There is a need to study and understand motorcycle crash characteristics. Braking, especially in an emergency, is one of the most difficult tasks of riding a motorcycle. Errors in applying brakes to a motorcycle may easily lead to skidding, capsizing or the vehicle becoming unstable. Incorrect use of motorcycle brakes is considered to be a factor in many two-wheeler motor vehicle accidents. There is a need for technological development in this regard (www.rospa.com). Furthermore, the road conditions and the condition of roads are of great significance, particularly in the developing countries affecting the motor vehicle accidents and hence demand attention of the concerned (Sharma et al., 2002).

However, there can be certain implications of safety devices as well and whether introduction of the additional safety devices alone will add to safety of the motorcyclist or not needs to be seen in the light of the Swedish experience with the change from left hand to right hand traffic in 1967 where contrary to government and safety experts’ expectations, the change was followed by an immediate and major reduction in the per capita traffic deaths and injury rates, which, however, returned to original level within two years.

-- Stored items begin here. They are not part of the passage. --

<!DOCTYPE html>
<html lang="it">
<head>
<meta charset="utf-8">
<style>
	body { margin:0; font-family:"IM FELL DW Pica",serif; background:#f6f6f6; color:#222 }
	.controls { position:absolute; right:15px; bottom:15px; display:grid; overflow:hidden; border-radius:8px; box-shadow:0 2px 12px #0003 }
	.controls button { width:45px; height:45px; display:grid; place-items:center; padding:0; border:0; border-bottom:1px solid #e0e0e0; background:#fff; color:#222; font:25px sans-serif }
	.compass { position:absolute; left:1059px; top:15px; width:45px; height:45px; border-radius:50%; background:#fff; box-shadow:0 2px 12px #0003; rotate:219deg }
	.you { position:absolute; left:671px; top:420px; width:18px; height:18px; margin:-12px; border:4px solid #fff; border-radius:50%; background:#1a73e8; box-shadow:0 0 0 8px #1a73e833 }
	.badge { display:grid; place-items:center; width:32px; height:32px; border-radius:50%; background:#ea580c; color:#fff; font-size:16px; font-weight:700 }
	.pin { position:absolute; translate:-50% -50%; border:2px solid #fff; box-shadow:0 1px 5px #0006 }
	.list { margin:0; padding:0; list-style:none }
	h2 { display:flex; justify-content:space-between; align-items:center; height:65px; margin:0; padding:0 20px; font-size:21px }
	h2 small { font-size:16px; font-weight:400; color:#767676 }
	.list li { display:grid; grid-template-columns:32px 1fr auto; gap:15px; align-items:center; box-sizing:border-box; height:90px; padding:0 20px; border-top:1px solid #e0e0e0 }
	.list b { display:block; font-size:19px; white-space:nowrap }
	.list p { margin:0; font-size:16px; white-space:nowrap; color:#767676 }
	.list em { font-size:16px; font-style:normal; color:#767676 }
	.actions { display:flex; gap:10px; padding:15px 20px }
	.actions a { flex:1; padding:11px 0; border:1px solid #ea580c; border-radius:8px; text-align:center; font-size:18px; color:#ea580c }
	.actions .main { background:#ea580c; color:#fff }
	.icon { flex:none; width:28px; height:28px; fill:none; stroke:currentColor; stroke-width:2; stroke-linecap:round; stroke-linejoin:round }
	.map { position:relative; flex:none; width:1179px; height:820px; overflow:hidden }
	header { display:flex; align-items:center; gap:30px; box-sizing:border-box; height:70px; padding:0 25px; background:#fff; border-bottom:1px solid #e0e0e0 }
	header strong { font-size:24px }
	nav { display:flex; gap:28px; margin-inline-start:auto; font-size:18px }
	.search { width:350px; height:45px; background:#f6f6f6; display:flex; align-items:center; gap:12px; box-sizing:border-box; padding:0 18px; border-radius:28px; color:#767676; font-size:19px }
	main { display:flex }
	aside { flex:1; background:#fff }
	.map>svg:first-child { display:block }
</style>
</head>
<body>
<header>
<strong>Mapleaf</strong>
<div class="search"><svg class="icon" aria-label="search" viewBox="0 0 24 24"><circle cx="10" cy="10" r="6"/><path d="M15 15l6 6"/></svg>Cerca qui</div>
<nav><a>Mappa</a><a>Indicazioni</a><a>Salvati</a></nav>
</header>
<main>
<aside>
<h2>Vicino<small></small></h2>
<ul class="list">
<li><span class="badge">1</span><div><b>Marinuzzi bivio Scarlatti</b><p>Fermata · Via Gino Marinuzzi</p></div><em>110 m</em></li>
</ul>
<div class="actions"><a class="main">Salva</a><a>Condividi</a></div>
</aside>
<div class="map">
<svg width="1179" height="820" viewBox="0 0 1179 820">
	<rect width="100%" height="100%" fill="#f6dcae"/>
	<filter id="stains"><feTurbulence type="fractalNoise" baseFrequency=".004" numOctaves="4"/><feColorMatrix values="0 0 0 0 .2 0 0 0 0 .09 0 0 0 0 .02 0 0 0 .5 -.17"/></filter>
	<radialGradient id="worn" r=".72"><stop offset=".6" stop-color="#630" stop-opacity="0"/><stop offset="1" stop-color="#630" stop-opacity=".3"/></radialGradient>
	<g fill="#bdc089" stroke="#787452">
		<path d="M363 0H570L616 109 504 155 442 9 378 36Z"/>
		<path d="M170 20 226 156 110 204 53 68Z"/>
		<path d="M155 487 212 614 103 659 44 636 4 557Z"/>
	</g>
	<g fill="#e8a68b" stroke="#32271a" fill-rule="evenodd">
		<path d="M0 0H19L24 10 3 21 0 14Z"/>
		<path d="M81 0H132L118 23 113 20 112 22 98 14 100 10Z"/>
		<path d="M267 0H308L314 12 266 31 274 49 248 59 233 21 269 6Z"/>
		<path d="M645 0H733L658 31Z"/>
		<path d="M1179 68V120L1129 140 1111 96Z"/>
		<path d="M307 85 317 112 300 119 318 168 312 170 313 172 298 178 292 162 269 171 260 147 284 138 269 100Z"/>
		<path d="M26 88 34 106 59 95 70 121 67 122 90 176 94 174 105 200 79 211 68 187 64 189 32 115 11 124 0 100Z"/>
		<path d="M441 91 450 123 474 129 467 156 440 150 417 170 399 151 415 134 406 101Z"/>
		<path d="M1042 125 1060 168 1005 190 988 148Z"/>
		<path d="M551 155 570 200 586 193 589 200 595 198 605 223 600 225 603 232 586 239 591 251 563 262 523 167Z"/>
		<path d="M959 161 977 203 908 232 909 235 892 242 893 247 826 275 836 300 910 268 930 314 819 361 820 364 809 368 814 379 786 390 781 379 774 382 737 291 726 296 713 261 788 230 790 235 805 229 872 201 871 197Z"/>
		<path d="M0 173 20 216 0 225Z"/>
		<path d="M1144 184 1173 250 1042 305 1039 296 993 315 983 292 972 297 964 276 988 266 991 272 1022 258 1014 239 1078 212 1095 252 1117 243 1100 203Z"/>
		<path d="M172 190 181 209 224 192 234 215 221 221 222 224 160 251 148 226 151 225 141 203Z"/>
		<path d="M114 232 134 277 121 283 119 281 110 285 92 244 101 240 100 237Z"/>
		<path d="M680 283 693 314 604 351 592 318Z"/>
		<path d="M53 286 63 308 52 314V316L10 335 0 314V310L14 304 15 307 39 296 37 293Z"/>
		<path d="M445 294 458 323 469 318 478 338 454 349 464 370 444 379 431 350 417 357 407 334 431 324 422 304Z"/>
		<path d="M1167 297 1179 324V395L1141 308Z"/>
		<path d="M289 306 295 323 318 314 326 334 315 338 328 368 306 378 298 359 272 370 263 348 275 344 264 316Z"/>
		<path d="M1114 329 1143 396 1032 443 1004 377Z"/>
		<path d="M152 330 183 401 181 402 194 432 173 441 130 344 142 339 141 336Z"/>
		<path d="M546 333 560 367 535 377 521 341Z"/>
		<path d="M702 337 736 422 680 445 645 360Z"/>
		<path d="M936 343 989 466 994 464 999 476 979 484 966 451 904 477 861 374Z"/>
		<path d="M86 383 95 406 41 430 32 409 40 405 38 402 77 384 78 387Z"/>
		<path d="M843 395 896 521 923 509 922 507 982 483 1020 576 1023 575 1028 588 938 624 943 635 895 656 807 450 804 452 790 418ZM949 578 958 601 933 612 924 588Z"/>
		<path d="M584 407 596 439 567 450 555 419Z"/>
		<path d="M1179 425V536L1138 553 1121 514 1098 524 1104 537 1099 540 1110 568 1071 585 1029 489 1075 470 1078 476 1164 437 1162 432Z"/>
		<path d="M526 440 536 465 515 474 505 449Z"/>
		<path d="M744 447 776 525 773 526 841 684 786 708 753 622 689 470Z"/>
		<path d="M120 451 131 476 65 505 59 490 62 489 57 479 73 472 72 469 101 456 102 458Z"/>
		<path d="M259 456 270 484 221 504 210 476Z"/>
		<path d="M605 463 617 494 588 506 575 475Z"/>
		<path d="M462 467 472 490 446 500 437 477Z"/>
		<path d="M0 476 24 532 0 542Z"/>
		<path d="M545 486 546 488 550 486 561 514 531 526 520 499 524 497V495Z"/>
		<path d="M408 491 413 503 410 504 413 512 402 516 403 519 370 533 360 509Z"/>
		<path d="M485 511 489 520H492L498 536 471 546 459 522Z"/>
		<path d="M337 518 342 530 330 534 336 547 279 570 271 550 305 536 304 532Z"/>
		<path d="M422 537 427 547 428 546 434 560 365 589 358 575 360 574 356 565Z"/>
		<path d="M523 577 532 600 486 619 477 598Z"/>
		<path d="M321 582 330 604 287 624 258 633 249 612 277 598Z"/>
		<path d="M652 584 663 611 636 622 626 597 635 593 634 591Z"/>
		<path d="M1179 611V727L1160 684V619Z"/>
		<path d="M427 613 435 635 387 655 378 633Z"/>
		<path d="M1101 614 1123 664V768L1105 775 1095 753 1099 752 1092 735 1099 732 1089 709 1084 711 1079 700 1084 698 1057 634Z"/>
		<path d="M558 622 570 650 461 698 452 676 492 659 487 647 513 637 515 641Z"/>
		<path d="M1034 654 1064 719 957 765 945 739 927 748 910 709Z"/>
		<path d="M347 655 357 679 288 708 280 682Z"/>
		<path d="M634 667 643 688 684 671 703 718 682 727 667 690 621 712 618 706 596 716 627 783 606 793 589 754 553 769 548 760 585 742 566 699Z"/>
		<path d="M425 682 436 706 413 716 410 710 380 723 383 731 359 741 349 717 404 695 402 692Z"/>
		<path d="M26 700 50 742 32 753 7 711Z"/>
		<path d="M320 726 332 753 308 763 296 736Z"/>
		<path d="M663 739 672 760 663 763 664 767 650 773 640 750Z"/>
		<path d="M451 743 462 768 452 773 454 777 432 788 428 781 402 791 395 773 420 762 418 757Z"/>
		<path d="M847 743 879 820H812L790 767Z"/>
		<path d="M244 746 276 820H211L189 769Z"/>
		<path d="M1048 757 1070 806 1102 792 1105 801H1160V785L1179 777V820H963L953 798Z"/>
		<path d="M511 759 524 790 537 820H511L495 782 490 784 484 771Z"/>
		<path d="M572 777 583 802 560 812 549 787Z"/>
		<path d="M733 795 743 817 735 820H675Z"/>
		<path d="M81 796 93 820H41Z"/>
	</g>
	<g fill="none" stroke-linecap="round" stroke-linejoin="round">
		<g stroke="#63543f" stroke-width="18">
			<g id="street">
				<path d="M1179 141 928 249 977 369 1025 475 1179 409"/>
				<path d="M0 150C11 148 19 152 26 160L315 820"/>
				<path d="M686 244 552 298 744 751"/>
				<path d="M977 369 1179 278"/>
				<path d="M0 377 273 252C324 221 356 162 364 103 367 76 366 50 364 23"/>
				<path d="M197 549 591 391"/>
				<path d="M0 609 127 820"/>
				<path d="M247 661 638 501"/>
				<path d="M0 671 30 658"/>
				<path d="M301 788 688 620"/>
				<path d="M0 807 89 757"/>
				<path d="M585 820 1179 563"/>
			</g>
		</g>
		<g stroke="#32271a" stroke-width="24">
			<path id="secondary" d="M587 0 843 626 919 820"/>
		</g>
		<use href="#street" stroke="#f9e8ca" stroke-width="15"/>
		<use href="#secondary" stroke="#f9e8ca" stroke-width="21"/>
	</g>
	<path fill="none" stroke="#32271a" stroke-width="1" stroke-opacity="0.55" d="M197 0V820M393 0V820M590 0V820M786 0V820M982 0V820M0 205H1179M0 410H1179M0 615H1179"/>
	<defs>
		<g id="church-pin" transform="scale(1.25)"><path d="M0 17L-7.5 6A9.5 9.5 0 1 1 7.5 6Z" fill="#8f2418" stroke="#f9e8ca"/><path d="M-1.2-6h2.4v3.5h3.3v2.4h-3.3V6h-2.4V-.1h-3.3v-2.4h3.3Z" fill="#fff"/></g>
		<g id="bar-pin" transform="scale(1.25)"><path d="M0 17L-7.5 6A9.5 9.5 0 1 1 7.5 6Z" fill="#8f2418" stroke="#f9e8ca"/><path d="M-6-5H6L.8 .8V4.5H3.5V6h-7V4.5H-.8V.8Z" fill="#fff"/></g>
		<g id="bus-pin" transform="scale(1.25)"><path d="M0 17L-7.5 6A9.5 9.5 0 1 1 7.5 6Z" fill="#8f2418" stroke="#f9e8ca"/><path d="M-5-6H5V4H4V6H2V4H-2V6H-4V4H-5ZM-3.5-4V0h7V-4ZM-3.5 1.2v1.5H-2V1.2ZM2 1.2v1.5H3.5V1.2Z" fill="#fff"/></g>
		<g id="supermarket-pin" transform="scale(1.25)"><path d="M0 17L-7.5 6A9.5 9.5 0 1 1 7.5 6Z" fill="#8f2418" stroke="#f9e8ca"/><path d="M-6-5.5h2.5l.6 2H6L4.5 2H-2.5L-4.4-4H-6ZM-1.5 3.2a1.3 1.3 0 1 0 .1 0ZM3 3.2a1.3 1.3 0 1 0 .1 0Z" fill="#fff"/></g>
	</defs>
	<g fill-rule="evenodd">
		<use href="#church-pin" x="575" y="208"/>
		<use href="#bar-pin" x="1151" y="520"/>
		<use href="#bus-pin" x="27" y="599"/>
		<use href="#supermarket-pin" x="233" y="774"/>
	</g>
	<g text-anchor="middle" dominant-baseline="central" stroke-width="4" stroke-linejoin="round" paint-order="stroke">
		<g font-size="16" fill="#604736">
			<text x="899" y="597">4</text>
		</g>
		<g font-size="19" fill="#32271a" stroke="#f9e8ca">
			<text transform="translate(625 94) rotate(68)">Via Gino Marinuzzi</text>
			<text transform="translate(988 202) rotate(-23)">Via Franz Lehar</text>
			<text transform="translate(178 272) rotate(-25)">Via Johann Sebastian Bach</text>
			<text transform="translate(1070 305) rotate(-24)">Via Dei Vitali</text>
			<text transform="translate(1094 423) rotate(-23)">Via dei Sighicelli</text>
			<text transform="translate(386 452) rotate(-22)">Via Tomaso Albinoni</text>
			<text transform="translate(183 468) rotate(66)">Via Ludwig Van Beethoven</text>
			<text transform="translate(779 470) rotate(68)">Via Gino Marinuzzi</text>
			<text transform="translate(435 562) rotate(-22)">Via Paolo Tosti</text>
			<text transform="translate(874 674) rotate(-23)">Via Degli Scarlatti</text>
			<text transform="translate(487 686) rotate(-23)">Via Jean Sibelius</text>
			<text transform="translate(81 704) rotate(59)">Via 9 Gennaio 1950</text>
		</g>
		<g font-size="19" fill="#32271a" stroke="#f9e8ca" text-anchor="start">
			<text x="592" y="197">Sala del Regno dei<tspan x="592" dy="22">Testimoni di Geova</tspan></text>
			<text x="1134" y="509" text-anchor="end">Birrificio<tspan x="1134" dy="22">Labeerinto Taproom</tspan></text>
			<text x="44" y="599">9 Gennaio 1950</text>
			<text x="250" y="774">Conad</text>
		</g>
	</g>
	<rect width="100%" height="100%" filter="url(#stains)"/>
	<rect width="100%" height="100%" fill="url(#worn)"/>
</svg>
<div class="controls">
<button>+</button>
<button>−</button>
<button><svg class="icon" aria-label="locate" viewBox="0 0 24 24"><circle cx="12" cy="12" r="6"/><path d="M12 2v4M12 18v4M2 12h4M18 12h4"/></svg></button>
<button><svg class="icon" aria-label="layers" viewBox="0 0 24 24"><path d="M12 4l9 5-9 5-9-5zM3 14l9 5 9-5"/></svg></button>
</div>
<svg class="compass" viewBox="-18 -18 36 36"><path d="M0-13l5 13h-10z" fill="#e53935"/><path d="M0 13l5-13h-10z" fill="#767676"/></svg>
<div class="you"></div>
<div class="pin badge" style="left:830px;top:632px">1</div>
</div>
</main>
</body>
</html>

Here the change led to a sudden surge in the level of perceived risk, which was now much higher than the level of risk accepted, and people drove more cautiously, which in turn, reduced the rate of road crashes. After some time, people discovered, through their own and others’ experience and through the mass media, that the roads were less dangerous than they had thought and became less cautious in their actions thereby causing the crash rate to return to normal. A similar short-term fluctuation in the rate of road crashes was experienced when Iceland changed over to right hand traffic in 1968 (Lave and Weber, 1970).

CONCLUSION

Current laws and technologies have aimed to decrease the incidence and severity of brain injury in motorcyclists. However, despite increased helmet use, far too many motorized two-wheeler riders continue to sustain serious and fatal head injuries owing to the great risk of striking the head. Furthermore motorized two-wheeler riders still die of injuries to vital thoracic and abdominal organs. More effective helmets and devices for preventing fatal chest and abdominal injuries, on one hand and, strict implementation of protective gear use law on the other, are needed to decrease deaths from motorized two-wheeler accidents, particularly in the developing world where motorized two-wheelers are one of the most important means of transport, not recreation. Availability of high-speed motorized two-wheelers may be restricted to sporting events and not to common road conditions. Technological developments like speed adaptation devices, safe braking system, and well-maintained roads etc. can go a long way in preventing motorized two-wheeler crashes.